Dataset content:
* * *

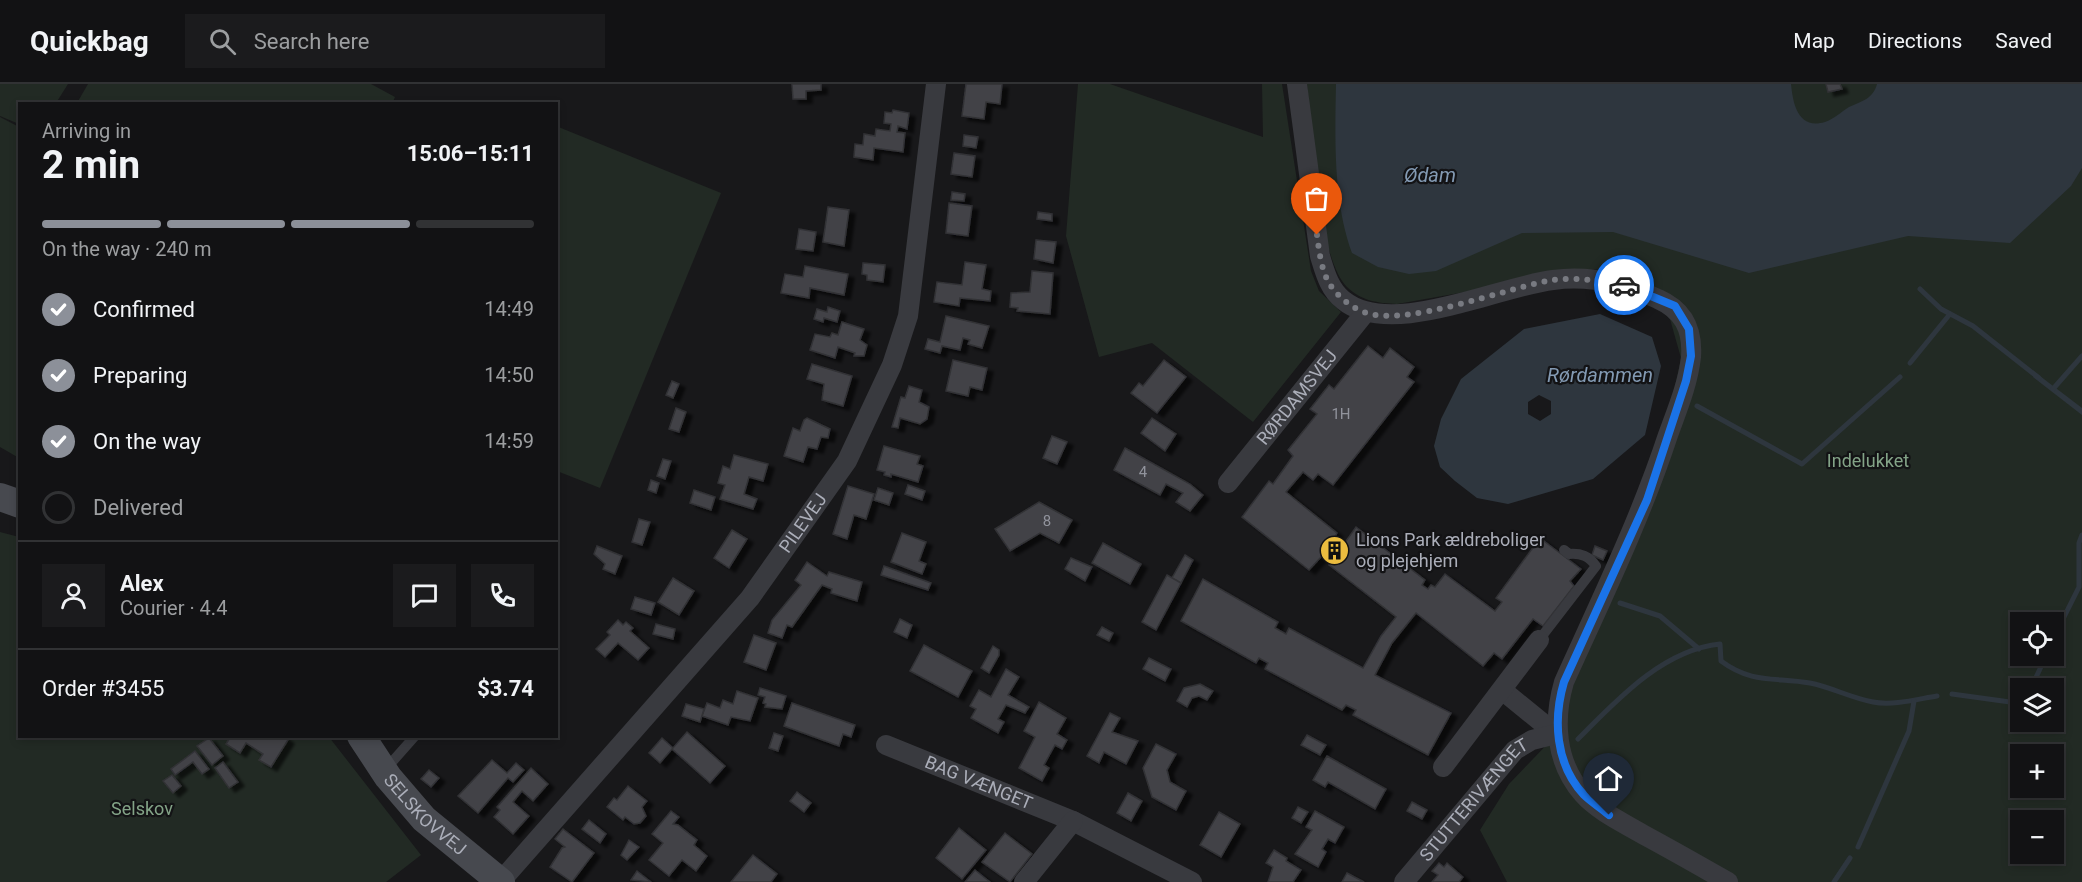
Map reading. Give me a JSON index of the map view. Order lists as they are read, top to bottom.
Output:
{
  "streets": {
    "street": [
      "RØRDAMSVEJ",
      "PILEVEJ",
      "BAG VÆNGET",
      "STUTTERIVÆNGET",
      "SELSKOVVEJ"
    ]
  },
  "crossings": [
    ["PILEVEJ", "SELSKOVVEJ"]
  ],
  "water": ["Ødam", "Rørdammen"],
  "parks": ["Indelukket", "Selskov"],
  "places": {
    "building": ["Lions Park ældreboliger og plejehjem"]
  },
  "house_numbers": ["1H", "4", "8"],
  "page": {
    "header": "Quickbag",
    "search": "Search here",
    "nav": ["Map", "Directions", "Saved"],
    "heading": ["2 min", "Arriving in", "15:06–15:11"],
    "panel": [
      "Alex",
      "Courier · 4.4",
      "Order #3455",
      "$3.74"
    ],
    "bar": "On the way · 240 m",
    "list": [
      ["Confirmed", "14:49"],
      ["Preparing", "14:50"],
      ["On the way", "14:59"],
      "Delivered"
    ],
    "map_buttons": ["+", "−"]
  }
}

* * *

Give every entry again word for word; no images belong in the copy.

Map reading. Give me a JSON index of the map view. Order lists as they are read, top to bottom.
Output:
{
  "streets": {
    "street": [
      "RØRDAMSVEJ",
      "PILEVEJ",
      "BAG VÆNGET",
      "STUTTERIVÆNGET",
      "SELSKOVVEJ"
    ]
  },
  "crossings": [
    ["PILEVEJ", "SELSKOVVEJ"]
  ],
  "water": ["Ødam", "Rørdammen"],
  "parks": ["Indelukket", "Selskov"],
  "places": {
    "building": ["Lions Park ældreboliger og plejehjem"]
  },
  "house_numbers": ["1H", "4", "8"],
  "page": {
    "header": "Quickbag",
    "search": "Search here",
    "nav": ["Map", "Directions", "Saved"],
    "heading": ["2 min", "Arriving in", "15:06–15:11"],
    "panel": [
      "Alex",
      "Courier · 4.4",
      "Order #3455",
      "$3.74"
    ],
    "bar": "On the way · 240 m",
    "list": [
      ["Confirmed", "14:49"],
      ["Preparing", "14:50"],
      ["On the way", "14:59"],
      "Delivered"
    ],
    "map_buttons": ["+", "−"]
  }
}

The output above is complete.